Citadel and Two Sigma both have had large teams working on this for years. They are making a lot of money doing it but barriers to entry are very high. You need to collect all the data in a way such that you can reconstruct how it looked at any point in time. The vendors can’t be trusted to not make retroactive corrections, so you have to collect it for years before it becomes useful. Doing that takes a lot of time and money.
One of the wildest things I found while working on Wall Street was that ad blockers are wholesale selling data to analysts and funds. For example, I reached out to Ghostery asking if they had data about the data analytics tech / ad tech vendors used by industry, website, etc. to estimate market share and they responded back with a sales person telling me I could buy that data from them for five figures per year and that a number of my peers and clients were doing the same.
Ghostery used to belong to a company named Evidon, which had this business model of collecting data to sell it in some form (the feature was called "Ghostrank"). In 2017, Ghostery was acquired by Cliqz (which builds an independent and private search engine from Germany), and since then a few things happened: (1) the extension was open-sourced, (2) Ghostrank was completely removed and (3) Ghostery is now developing paid products as a business model. For example we launched Ghostery Insights[1] and Ghostery Midnight[2] recently, both of which are subscription-based.
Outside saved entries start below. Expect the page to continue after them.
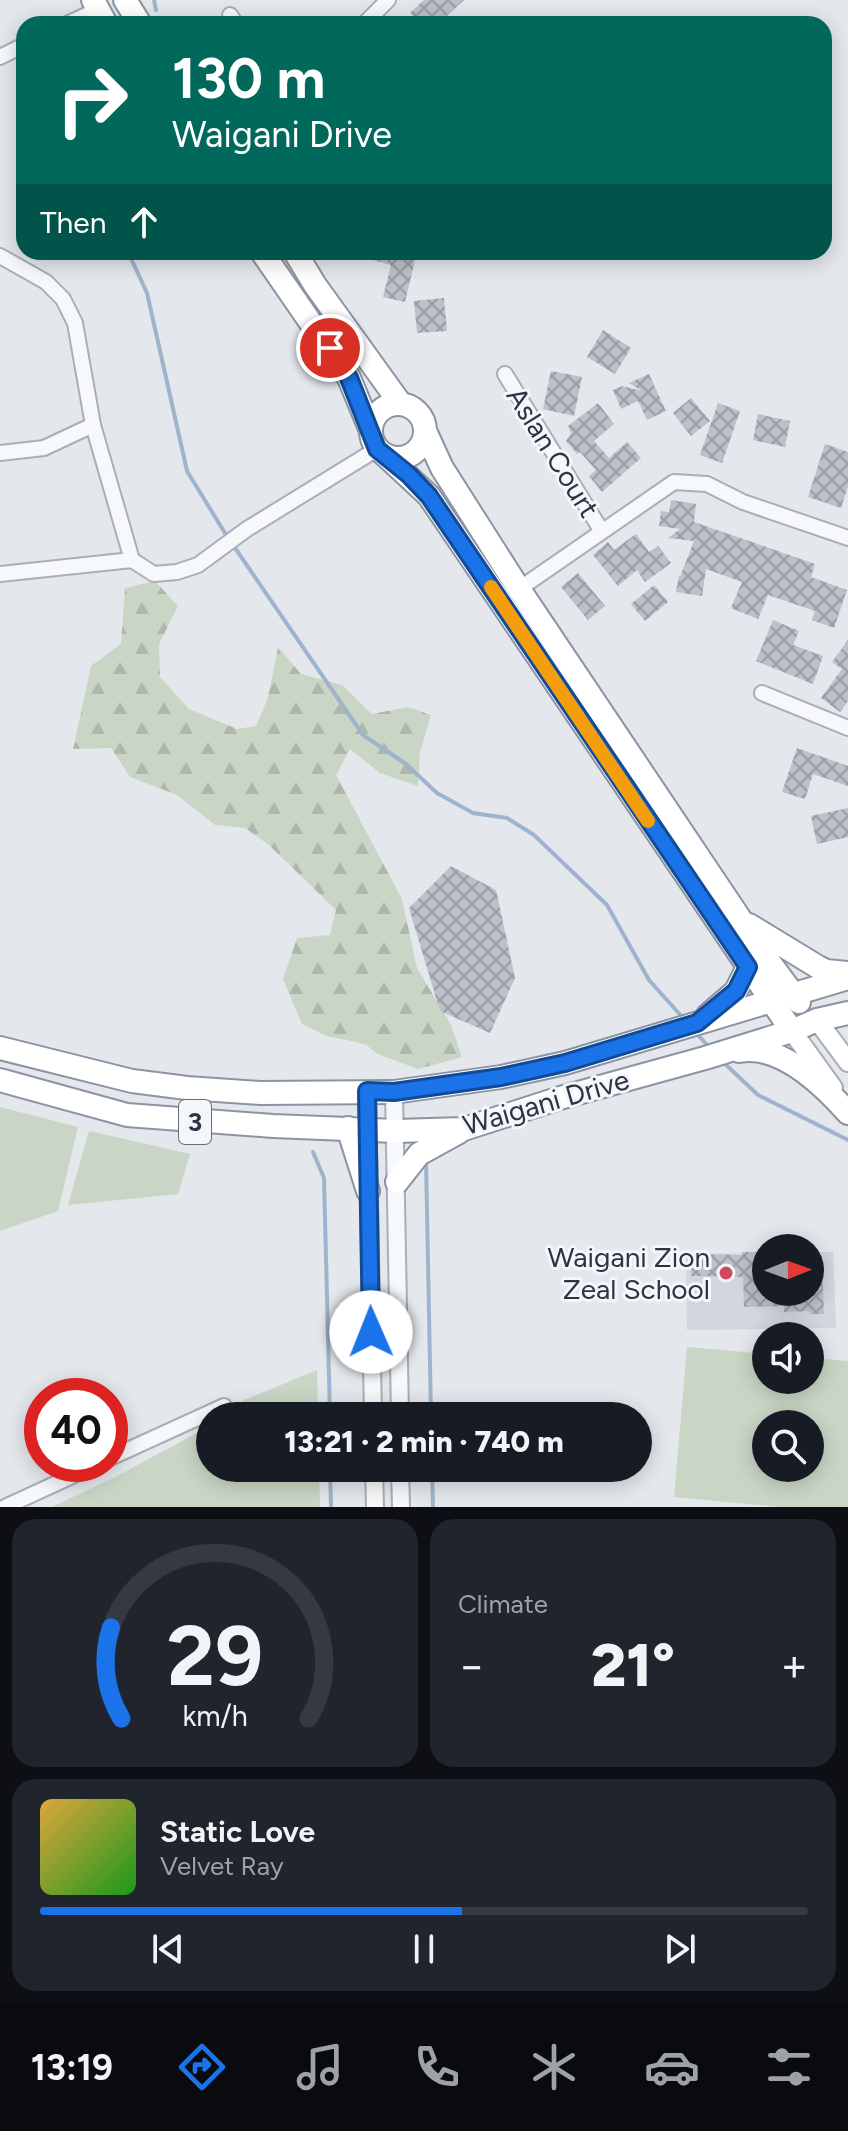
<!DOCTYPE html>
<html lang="en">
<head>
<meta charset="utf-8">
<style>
  body { margin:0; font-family:Figtree,sans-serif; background:#20242c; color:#f1f3f6; height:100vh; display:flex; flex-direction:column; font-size:30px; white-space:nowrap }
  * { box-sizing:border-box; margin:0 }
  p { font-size:26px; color:#9ea1a6 }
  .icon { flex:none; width:44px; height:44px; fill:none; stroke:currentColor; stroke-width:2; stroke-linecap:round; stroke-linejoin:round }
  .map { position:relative; height:1507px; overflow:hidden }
  .details { display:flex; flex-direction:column; gap:12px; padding:12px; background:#0d0f14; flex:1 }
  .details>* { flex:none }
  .hud { position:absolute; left:16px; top:16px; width:816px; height:244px; border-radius:24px; box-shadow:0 4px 20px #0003; background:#00695c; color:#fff; overflow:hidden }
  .needle { width:52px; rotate:89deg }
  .tools { position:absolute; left:752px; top:1234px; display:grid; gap:16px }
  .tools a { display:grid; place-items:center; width:72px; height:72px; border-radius:50%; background:#171b24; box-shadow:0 4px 20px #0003; font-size:40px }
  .speed { position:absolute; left:24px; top:1378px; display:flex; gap:16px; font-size:40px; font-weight:700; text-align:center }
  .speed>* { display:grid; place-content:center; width:104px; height:104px; border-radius:50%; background:#171b24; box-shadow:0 4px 20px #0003; line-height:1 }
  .speed .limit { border:12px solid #d22; background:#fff; color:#111 }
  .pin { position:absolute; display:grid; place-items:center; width:68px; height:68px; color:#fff; margin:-34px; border:4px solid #fff; border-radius:50%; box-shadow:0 2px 8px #0007 }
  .me { position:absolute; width:88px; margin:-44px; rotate:359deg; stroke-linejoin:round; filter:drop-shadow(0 0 6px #0008) }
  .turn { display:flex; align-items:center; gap:28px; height:168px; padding:0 24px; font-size:36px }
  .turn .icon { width:104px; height:104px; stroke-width:2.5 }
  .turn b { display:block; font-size:56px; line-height:68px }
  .then { display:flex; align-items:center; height:76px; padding:0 24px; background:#0003; gap:16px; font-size:30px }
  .big { font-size:60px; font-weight:800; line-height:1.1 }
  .details .widget { flex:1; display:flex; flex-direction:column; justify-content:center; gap:12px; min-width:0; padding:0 28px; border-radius:24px; background:#20242c }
  .details .dial { align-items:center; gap:0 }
  .dial svg { height:208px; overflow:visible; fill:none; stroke:#363941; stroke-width:7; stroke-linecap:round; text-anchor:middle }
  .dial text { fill:#f1f3f6; stroke:none }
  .song { display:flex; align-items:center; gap:24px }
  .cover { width:96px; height:96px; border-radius:12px; background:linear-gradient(135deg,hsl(40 70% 55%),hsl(120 70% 35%)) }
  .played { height:8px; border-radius:4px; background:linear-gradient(90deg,#1a73e8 55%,#363941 55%) }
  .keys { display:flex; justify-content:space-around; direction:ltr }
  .heat { display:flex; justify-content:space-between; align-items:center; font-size:44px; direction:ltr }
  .details .tiles { flex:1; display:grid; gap:12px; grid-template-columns:1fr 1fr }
  .widget:last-child { grid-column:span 2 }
  .trip { position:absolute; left:196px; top:1402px; width:456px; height:80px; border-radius:40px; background:#171b24; box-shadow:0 4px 20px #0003; font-weight:800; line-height:80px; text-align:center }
  .menu { display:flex; height:128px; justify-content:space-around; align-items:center; background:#090b0e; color:#9ea1a6 }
  .menu .icon { width:56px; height:56px }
  .menu .current { color:#1a73e8 }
  .menu b { font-size:36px; color:#f1f3f6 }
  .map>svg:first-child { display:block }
  .built { fill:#d2d6de }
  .green { fill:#c9d6c5; fill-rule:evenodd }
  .forest { fill:url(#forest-firs) }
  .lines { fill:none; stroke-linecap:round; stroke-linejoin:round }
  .stream { stroke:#9fb4cc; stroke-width:4 }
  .building { fill:url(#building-cross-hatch) }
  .minor-casing { stroke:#a9aeb7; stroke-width:18 }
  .tertiary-casing { stroke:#a9aeb7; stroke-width:20 }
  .secondary-casing { stroke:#a9aeb7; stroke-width:22 }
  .trunk-casing { stroke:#8b94a3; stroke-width:26 }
  .minor { stroke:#f7f8fa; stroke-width:14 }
  .tertiary { stroke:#f7f8fa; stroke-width:16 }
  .secondary { stroke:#fff; stroke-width:18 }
  .trunk { stroke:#fff; stroke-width:22 }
  .route-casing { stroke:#114b97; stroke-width:20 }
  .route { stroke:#1a73e8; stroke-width:14 }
  .slow { stroke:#f59e0b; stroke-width:14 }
  .poi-dot { fill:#d1495b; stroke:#f4f6f9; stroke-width:3 }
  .labels { text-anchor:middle; stroke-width:6; stroke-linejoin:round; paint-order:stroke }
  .shield { fill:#f4f6f9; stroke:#676e7b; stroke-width:2 }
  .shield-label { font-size:26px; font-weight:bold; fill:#2b3445 }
  .street-label { font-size:28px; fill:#2b3445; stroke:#f4f6f9 }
  .poi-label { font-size:28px; fill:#2b3445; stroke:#f4f6f9; text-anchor:end }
</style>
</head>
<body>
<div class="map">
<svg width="848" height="1507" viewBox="0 0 848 1507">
  <defs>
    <pattern id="forest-firs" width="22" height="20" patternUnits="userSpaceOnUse" patternTransform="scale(2)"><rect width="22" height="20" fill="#c9d6c5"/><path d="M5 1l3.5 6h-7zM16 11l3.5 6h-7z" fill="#adb8ab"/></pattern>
    <pattern id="building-cross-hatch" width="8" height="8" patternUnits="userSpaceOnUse" patternTransform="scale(2)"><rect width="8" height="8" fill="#bbc0ca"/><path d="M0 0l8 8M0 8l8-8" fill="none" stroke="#989da6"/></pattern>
  </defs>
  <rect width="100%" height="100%" fill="#e4e7ec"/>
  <!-- built -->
  <polygon class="built" points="810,1252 833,1252 836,1328 687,1330 686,1254 766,1253 766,1292 810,1292"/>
  <!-- green -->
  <g class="green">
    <polygon points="0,1107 78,1127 58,1211 0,1231"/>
    <polygon points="89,1131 190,1154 178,1194 68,1205"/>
    <path d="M687,1347L766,1354V1380H810V1358L848,1361V1507H781L674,1497ZM810,1424V1468H766V1424Z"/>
    <polygon points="317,1370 318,1416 228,1416 244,1400"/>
    <polygon points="210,1426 210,1468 319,1468 320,1507 52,1507 115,1477"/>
  </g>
  <!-- forest -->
  <polygon class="forest" points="155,581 178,606 159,644 160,677 189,709 237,729 256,726 268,698 278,647 301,674 342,685 372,714 408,707 431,715 420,752 418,786 380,773 350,749 336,775 402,899 417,968 451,1025 462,1057 418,1069 378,1054 365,1044 327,1036 302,1024 283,979 297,938 330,935 336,910 269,845 245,828 215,825 177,795 130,777 111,748 73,749 91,666 121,644 125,588"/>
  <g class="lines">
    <!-- stream -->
    <g class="stream">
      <polyline points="154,0 156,10"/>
      <polyline points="128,252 147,293 187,471 228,538"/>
      <polyline points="233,545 363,735 406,764 437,793 473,813 507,818 534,835 607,905 649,980 684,1019"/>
      <polyline points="695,1032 710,1048"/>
      <polyline points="723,1062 758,1095 848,1140"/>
      <polyline points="313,1152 324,1178 330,1416"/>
      <polyline points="426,1160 431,1416"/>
      <polyline points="330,1468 331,1507"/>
      <polyline points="432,1468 433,1507"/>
    </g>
  </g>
  <!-- building -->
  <g class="building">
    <polygon points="424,0 464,0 438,24 420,24 410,13"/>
    <polygon points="355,252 417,252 405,302 383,297 391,265 354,255"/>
    <polygon points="444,298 447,331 417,333 414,301"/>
    <polygon points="603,330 631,348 615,374 587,357"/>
    <polygon points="551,371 582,377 574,416 543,409"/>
    <polygon points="649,374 666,411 647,420 638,401 621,409 613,390 622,386 642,391 629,383"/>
    <polygon points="691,398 710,421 691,436 673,413"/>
    <polygon points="598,403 614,424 594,441 609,458 627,442 641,458 602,492 589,476 596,470 580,452 577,454 566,441 571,433 568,426"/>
    <polygon points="718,403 740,411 722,463 700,455"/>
    <polygon points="758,414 790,421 785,447 753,440"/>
    <polygon points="825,444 848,452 848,486 841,508 808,497"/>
    <polygon points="671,500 696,504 694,522 815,564 811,577 847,590 834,628 812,620 815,611 768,595 758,619 731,608 742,582 706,569 702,596 676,592 679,575 680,577 694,541 668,538 680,529 659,526 661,511 669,512"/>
    <polygon points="636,534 649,552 658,546 671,563 645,582 637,570 618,586 593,555 608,542 614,550"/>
    <polygon points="578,573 605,606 588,620 561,587"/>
    <polygon points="654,585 668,602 645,621 631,604"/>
    <polygon points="773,620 799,631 793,645 823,656 813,684 756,661"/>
    <polygon points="848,640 848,701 840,712 821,698 842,669 832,662"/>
    <polygon points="797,748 848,766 848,786 813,774 805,799 782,792"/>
    <polygon points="848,808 848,837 817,844 811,816"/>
    <polygon points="451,866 496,890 515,978 490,1033 440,1011 409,908"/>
    <polygon points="742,1252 766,1252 766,1292 810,1292 810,1257 822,1256 824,1314 810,1314 809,1311 784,1312 784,1306 744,1307 743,1277 691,1276 691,1254 743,1255"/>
  </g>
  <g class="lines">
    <!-- minor casing -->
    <g class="minor-casing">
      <g id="minor">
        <polyline points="230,15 236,24"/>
        <polyline points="67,24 97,10"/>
        <polyline points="364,24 388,0"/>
        <polyline points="0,57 24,45"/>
        <polyline points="0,256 46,282 63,299 75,323 93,425 132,560"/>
        <polyline points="505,374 601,530"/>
        <polyline points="0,453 44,448 93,425"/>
        <polyline points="0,574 132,560 154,574 177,572 198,565 247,529 377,449"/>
        <polyline points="519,589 674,482 707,484 743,502 848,538"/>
        <polyline points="762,693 848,728"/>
        <polyline points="110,1458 224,1406"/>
        <polyline points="5,1507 98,1464"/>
      </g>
    </g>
    <!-- tertiary casing -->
    <g class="tertiary-casing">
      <g id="tertiary">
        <polyline points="367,1091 373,1416"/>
        <polyline points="394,1092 400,1416"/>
        <polyline points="374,1468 375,1507"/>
        <polyline points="400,1468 401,1507"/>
      </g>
    </g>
    <!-- secondary casing -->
    <g class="secondary-casing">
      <g id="secondary">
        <polyline points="817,1020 848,1062"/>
        <polyline points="792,1031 833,1088"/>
      </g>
    </g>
    <!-- trunk casing -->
    <g class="trunk-casing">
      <g id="trunk">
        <polyline points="93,0 106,24"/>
        <polyline points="125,0 140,24"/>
        <polyline points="262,252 349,378 371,431"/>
        <polyline points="295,252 315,285 400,403"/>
        <circle cx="398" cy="431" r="27"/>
        <polyline points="426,433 442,468 519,589 767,959 799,1002"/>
        <polyline points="385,455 429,496 792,1031"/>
        <polyline points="749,925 818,967 826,971 848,973"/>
        <polyline points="708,1015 736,991 748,967"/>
        <polyline points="0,1048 132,1081 187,1088 260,1093 394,1092 501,1077 565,1063 848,978"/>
        <path d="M739,1051C781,1043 823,1085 848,1113"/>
        <polyline points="0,1080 127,1115 273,1126 396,1131 464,1129 560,1098 705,1058 792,1031 817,1020 848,1013"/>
        <polyline points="348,1128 368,1191"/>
        <polyline points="397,1182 419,1154 459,1132"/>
      </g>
    </g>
    <!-- minor -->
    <use href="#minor" class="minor"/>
    <!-- tertiary -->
    <use href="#tertiary" class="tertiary"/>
    <!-- secondary -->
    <use href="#secondary" class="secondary"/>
    <!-- trunk -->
    <use href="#trunk" class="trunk"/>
  </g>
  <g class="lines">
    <!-- route casing -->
    <g class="route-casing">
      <polyline id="route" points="330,348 349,378 377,449 409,475 429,496 748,967 736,991 697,1023 565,1063 501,1077 394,1092 367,1091 371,1332"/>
    </g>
    <!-- route -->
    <use href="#route" class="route"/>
    <!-- slow -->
    <polyline class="slow" points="491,587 648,821"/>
  </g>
  <!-- markers -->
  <circle class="poi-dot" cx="726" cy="1273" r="8"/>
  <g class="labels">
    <!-- shield labels -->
    <rect class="shield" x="179" y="1100" width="32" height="44" rx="6"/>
    <g class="shield-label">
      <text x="195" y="1131">3</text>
    </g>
    <!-- street labels -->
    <g class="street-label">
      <text transform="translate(553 452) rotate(58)" y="10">Aslan Court</text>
      <text transform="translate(546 1102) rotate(-16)" y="10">Waigani Drive</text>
    </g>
    <!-- poi labels -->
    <g class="poi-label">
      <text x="710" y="1267">Waigani Zion<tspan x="710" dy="32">Zeal School</tspan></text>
    </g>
  </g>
</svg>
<div class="tools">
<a><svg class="needle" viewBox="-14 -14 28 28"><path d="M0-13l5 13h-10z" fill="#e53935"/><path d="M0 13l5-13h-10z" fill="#9ea1a6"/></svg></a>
<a><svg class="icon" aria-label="sound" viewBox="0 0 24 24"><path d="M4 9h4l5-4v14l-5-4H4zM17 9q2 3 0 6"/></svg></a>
<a><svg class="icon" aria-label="search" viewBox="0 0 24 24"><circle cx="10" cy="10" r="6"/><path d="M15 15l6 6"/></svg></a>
</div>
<div class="speed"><div class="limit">40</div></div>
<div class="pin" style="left:330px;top:348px;background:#d93025"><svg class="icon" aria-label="arrive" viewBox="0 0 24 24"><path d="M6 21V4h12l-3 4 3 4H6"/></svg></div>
<svg class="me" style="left:371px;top:1332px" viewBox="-20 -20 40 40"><circle r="19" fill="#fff"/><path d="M0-13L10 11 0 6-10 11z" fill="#1a73e8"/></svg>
<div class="trip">13:21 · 2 min · 740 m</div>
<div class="hud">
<div class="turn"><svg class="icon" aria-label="right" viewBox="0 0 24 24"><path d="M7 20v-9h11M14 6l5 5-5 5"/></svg><div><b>130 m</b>Waigani Drive</div></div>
<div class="then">Then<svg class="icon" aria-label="ahead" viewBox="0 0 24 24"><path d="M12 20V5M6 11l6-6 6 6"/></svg></div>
</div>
</div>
<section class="details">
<div class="tiles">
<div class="widget dial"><svg viewBox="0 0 100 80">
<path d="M14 69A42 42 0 1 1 86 69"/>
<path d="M14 69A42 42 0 0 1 10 34" stroke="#1a73e8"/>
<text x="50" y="56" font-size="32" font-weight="700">29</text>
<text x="50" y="72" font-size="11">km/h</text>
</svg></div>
<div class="widget"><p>Climate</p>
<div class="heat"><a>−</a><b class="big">21°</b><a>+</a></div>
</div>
<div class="widget">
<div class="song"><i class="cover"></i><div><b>Static Love</b><p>Velvet Ray</p></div></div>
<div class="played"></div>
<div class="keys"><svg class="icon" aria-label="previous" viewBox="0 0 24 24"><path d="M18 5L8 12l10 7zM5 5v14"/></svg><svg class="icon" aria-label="pause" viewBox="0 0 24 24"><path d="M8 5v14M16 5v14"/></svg><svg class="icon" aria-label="next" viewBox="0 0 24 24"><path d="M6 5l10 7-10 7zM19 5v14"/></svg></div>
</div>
</div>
</section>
<nav class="menu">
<b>13:19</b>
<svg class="icon current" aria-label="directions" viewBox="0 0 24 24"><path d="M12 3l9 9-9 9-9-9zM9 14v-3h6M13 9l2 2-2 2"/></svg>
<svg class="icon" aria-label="music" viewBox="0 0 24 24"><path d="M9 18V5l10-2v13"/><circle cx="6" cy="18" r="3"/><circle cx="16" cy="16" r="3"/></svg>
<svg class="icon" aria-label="phone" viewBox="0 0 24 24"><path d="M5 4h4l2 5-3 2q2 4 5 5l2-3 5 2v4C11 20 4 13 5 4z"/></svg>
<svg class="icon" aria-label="climate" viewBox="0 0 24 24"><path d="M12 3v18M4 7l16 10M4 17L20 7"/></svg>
<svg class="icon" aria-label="car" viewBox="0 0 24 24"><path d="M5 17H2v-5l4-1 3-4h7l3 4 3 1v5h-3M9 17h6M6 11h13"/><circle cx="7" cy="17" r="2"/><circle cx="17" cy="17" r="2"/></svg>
<svg class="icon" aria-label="filters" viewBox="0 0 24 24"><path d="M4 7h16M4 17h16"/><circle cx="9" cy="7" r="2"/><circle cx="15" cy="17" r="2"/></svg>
</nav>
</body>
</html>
Thank you for the update! I contacted Ghostery back in 2017, though I don't recall when exactly, and at that time I received a response from a salesperson. I was working on a project to try and understand market share of digital marketing software across the web at the time.
Ghostery seems to have fallen completely out of favor for this behavior, replaced by the EFF's Privacy Badger, actual ad-blockers, and even some browser built in functionality.
It would be interesting to know which other privacy plugins that sell data. Current recommendations seem to be pretty unanimously favoring plugins which do not, but it is always a moving target.
(1) Ghostery did not "fall completely out of favor", as far as I can see. It is true that in _some communities_ (in particular some sub-reddits), some people tend to recommend different addons instead (often not based on any technical arguments, though), but this is not a trend that can be generalized (more people continue to recommend Ghostery as a very solid privacy protection suit).
(2) EFF's Privacy Badger is not a replacement for Ghostery, for more information about why, we wrote about it in the past[1][2].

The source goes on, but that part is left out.